[S] Summary about CIs for Median

Wed, 28 Oct 1998 16:45:02 +0100

Hello again,

thanks for the quick reply concerning my query about
CIs for the median.

Brian Ripley points out the the "Hinge" is a definition
by Tukey, which is more-or-less the quartile (which itself
is not quite fully described). The correct definition should
be in the EDA book by Tukey.
Any difference between the "Hinges" and Quartiles
should be small, except in small samples.

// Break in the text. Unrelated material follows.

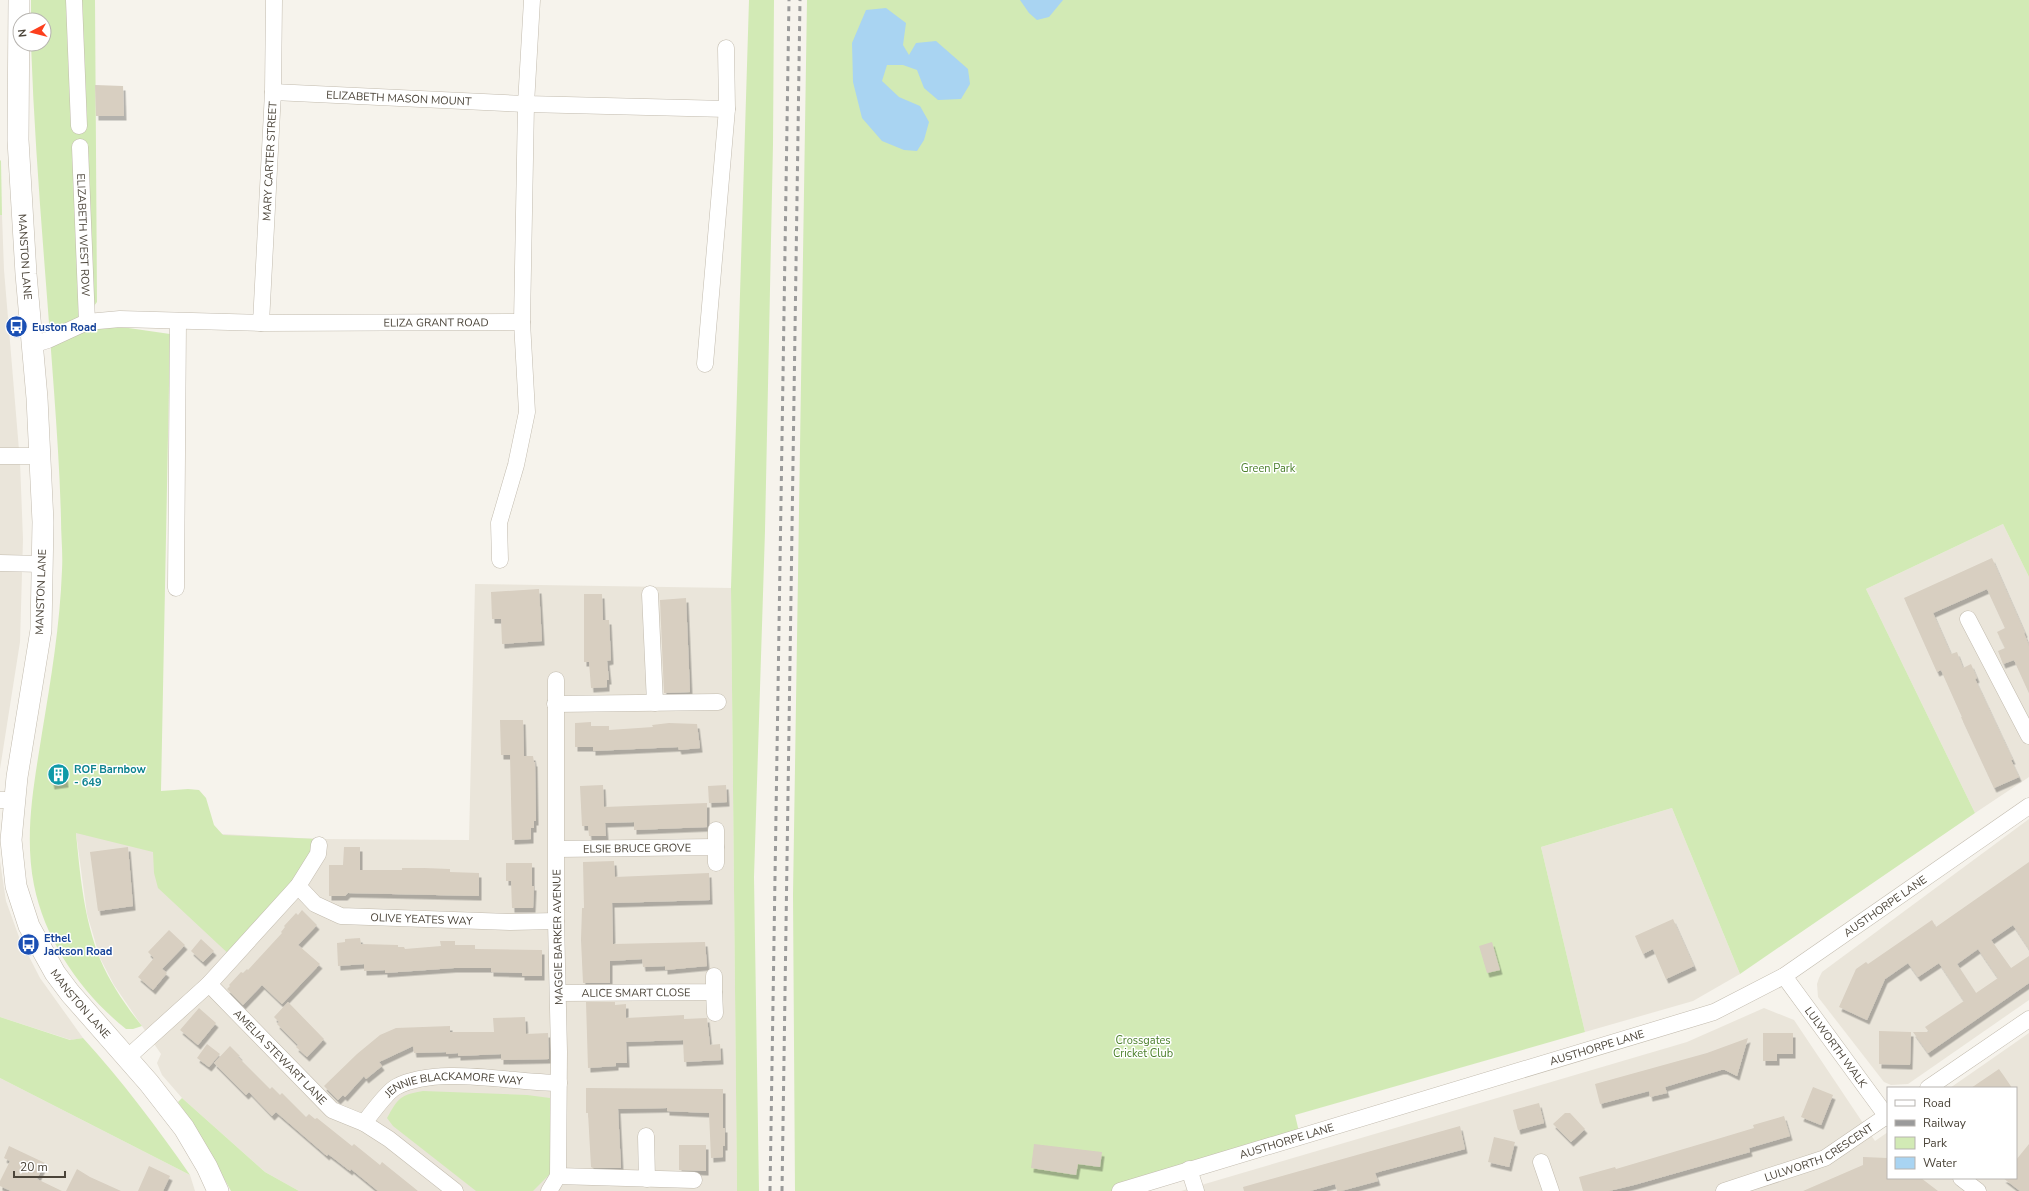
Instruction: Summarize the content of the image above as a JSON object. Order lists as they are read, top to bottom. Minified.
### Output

Luc Wouters (wouters@janbe.jnj.com) sent me the following

----------Message from Luc Wouters-------------------------
A distribution-free confidence interval on the median assuming only iid is
based on the order statistics and the binomial distribution. See Lehmann
(Nonparametrics: Statistical Methods Based on Ranks, Holden-Day, 1975, p.
182-183). The following S-Plus function can be used to set up such a 95 %
distribution-free confidence interval on the median:
v <- sort(x, na.last = NA)
n <- length(x)
if(n > 0) {
m <- median(x)
i <- qbinom(0.025, n, 0.5)
if(i > 0)
r <- c(m, v[i], v[n - i + 1])
else r <- c(m, NA, NA)
else r <- c(NA, NA, NA)
r <- as.data.frame(list(median = r[1], lower = r[2], upper = r[3]))
class(r) <- "table"

>[1] 3.5
>[1] 1
>[1] 6

Notice that a 95 % confidence interval can be obtained only when n > 5:

>[1] 3
>[1] NA
>[1] NA

When the data are differences, then these C.I.'s are related to the sign
test. Notice that these C.I. have the disadvantage of being rather
--------------------End of Message from Luc Wouters---------------------

Finally, answering my question whether there are better ways to do this,
Brian Ripley points out that robust estimators (available in S-PLUS)
might usually do a much better job than the median. A bootstrap approach
would then give probably better CIs for such estimators.

Thanks to all for helping me out on this.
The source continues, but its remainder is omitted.